=== Section Start ===

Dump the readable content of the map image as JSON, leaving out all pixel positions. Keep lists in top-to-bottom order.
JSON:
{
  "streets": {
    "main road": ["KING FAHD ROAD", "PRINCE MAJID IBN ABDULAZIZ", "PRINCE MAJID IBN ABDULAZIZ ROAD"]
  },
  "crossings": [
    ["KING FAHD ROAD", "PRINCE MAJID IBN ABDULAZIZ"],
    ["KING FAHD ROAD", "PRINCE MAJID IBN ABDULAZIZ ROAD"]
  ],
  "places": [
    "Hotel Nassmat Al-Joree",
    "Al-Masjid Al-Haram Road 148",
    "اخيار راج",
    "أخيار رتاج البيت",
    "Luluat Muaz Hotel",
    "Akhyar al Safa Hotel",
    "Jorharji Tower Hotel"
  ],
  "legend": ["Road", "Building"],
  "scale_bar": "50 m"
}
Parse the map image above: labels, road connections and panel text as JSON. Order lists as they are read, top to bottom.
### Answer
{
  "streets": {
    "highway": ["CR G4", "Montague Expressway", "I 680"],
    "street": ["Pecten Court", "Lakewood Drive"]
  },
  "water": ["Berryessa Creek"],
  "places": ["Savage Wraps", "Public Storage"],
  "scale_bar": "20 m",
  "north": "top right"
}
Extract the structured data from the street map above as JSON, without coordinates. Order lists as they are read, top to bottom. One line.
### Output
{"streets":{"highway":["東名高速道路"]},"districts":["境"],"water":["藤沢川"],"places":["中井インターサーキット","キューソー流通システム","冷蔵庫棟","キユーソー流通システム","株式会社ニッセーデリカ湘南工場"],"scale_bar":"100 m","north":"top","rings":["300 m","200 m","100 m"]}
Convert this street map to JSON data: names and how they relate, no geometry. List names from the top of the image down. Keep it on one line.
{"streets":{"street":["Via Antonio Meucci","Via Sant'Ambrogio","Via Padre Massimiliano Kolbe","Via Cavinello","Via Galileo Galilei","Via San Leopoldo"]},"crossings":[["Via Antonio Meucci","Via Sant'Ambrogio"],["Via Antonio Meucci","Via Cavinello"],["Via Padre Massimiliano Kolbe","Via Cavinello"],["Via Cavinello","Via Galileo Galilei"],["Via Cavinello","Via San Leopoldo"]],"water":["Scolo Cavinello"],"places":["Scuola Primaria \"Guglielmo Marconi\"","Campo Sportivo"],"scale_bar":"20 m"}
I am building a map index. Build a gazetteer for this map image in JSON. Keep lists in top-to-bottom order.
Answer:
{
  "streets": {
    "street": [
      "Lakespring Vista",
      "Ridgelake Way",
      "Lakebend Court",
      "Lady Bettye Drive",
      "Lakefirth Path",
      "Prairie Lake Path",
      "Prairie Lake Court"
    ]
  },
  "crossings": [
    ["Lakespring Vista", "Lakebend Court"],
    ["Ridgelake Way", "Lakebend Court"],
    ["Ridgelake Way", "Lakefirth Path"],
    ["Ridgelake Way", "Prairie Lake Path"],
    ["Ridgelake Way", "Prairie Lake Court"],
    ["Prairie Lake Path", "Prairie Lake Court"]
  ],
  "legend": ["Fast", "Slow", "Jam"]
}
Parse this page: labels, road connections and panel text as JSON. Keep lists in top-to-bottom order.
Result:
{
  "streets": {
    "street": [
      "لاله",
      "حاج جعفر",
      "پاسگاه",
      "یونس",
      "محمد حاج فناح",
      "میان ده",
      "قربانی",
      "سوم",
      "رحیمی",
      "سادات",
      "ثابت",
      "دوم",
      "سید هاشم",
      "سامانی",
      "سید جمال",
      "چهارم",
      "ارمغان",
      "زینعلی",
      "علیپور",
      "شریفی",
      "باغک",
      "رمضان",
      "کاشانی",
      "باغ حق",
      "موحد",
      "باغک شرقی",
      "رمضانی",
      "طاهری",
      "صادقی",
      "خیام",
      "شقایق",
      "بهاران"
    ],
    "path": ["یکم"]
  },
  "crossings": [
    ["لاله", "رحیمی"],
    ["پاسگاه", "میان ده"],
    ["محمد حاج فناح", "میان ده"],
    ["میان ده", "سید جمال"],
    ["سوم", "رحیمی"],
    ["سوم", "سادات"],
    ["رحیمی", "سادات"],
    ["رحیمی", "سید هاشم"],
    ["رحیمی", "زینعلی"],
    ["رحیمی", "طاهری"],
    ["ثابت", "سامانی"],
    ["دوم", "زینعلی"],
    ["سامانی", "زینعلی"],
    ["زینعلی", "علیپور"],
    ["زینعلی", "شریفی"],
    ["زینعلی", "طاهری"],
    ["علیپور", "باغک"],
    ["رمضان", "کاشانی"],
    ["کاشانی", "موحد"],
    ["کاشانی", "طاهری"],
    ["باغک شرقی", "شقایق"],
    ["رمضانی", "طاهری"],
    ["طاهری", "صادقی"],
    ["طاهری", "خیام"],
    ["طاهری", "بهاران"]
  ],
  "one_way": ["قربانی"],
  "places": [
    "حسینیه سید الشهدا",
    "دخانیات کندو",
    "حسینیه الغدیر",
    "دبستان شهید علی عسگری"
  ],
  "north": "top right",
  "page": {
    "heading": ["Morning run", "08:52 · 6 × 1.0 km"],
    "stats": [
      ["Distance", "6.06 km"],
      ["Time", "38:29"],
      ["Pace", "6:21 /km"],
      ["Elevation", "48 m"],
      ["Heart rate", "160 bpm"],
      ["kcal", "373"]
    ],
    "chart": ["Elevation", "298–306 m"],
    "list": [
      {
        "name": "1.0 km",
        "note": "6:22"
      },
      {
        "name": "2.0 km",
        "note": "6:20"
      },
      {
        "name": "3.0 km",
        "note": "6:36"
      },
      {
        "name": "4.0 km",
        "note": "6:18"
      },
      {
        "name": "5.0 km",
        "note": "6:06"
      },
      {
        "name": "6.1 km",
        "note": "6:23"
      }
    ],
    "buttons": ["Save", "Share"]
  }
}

=== Section End ===

What is needed: Restate the records above word for word.

Exercise response:
Dump the readable content of the map image as JSON, leaving out all pixel positions. Keep lists in top-to-bottom order.
JSON:
{
  "streets": {
    "main road": ["KING FAHD ROAD", "PRINCE MAJID IBN ABDULAZIZ", "PRINCE MAJID IBN ABDULAZIZ ROAD"]
  },
  "crossings": [
    ["KING FAHD ROAD", "PRINCE MAJID IBN ABDULAZIZ"],
    ["KING FAHD ROAD", "PRINCE MAJID IBN ABDULAZIZ ROAD"]
  ],
  "places": [
    "Hotel Nassmat Al-Joree",
    "Al-Masjid Al-Haram Road 148",
    "اخيار راج",
    "أخيار رتاج البيت",
    "Luluat Muaz Hotel",
    "Akhyar al Safa Hotel",
    "Jorharji Tower Hotel"
  ],
  "legend": ["Road", "Building"],
  "scale_bar": "50 m"
}
Parse the map image above: labels, road connections and panel text as JSON. Order lists as they are read, top to bottom.
### Answer
{
  "streets": {
    "highway": ["CR G4", "Montague Expressway", "I 680"],
    "street": ["Pecten Court", "Lakewood Drive"]
  },
  "water": ["Berryessa Creek"],
  "places": ["Savage Wraps", "Public Storage"],
  "scale_bar": "20 m",
  "north": "top right"
}
Extract the structured data from the street map above as JSON, without coordinates. Order lists as they are read, top to bottom. One line.
### Output
{"streets":{"highway":["東名高速道路"]},"districts":["境"],"water":["藤沢川"],"places":["中井インターサーキット","キューソー流通システム","冷蔵庫棟","キユーソー流通システム","株式会社ニッセーデリカ湘南工場"],"scale_bar":"100 m","north":"top","rings":["300 m","200 m","100 m"]}
Convert this street map to JSON data: names and how they relate, no geometry. List names from the top of the image down. Keep it on one line.
{"streets":{"street":["Via Antonio Meucci","Via Sant'Ambrogio","Via Padre Massimiliano Kolbe","Via Cavinello","Via Galileo Galilei","Via San Leopoldo"]},"crossings":[["Via Antonio Meucci","Via Sant'Ambrogio"],["Via Antonio Meucci","Via Cavinello"],["Via Padre Massimiliano Kolbe","Via Cavinello"],["Via Cavinello","Via Galileo Galilei"],["Via Cavinello","Via San Leopoldo"]],"water":["Scolo Cavinello"],"places":["Scuola Primaria \"Guglielmo Marconi\"","Campo Sportivo"],"scale_bar":"20 m"}
I am building a map index. Build a gazetteer for this map image in JSON. Keep lists in top-to-bottom order.
Answer:
{
  "streets": {
    "street": [
      "Lakespring Vista",
      "Ridgelake Way",
      "Lakebend Court",
      "Lady Bettye Drive",
      "Lakefirth Path",
      "Prairie Lake Path",
      "Prairie Lake Court"
    ]
  },
  "crossings": [
    ["Lakespring Vista", "Lakebend Court"],
    ["Ridgelake Way", "Lakebend Court"],
    ["Ridgelake Way", "Lakefirth Path"],
    ["Ridgelake Way", "Prairie Lake Path"],
    ["Ridgelake Way", "Prairie Lake Court"],
    ["Prairie Lake Path", "Prairie Lake Court"]
  ],
  "legend": ["Fast", "Slow", "Jam"]
}
Parse this page: labels, road connections and panel text as JSON. Keep lists in top-to-bottom order.
Result:
{
  "streets": {
    "street": [
      "لاله",
      "حاج جعفر",
      "پاسگاه",
      "یونس",
      "محمد حاج فناح",
      "میان ده",
      "قربانی",
      "سوم",
      "رحیمی",
      "سادات",
      "ثابت",
      "دوم",
      "سید هاشم",
      "سامانی",
      "سید جمال",
      "چهارم",
      "ارمغان",
      "زینعلی",
      "علیپور",
      "شریفی",
      "باغک",
      "رمضان",
      "کاشانی",
      "باغ حق",
      "موحد",
      "باغک شرقی",
      "رمضانی",
      "طاهری",
      "صادقی",
      "خیام",
      "شقایق",
      "بهاران"
    ],
    "path": ["یکم"]
  },
  "crossings": [
    ["لاله", "رحیمی"],
    ["پاسگاه", "میان ده"],
    ["محمد حاج فناح", "میان ده"],
    ["میان ده", "سید جمال"],
    ["سوم", "رحیمی"],
    ["سوم", "سادات"],
    ["رحیمی", "سادات"],
    ["رحیمی", "سید هاشم"],
    ["رحیمی", "زینعلی"],
    ["رحیمی", "طاهری"],
    ["ثابت", "سامانی"],
    ["دوم", "زینعلی"],
    ["سامانی", "زینعلی"],
    ["زینعلی", "علیپور"],
    ["زینعلی", "شریفی"],
    ["زینعلی", "طاهری"],
    ["علیپور", "باغک"],
    ["رمضان", "کاشانی"],
    ["کاشانی", "موحد"],
    ["کاشانی", "طاهری"],
    ["باغک شرقی", "شقایق"],
    ["رمضانی", "طاهری"],
    ["طاهری", "صادقی"],
    ["طاهری", "خیام"],
    ["طاهری", "بهاران"]
  ],
  "one_way": ["قربانی"],
  "places": [
    "حسینیه سید الشهدا",
    "دخانیات کندو",
    "حسینیه الغدیر",
    "دبستان شهید علی عسگری"
  ],
  "north": "top right",
  "page": {
    "heading": ["Morning run", "08:52 · 6 × 1.0 km"],
    "stats": [
      ["Distance", "6.06 km"],
      ["Time", "38:29"],
      ["Pace", "6:21 /km"],
      ["Elevation", "48 m"],
      ["Heart rate", "160 bpm"],
      ["kcal", "373"]
    ],
    "chart": ["Elevation", "298–306 m"],
    "list": [
      {
        "name": "1.0 km",
        "note": "6:22"
      },
      {
        "name": "2.0 km",
        "note": "6:20"
      },
      {
        "name": "3.0 km",
        "note": "6:36"
      },
      {
        "name": "4.0 km",
        "note": "6:18"
      },
      {
        "name": "5.0 km",
        "note": "6:06"
      },
      {
        "name": "6.1 km",
        "note": "6:23"
      }
    ],
    "buttons": ["Save", "Share"]
  }
}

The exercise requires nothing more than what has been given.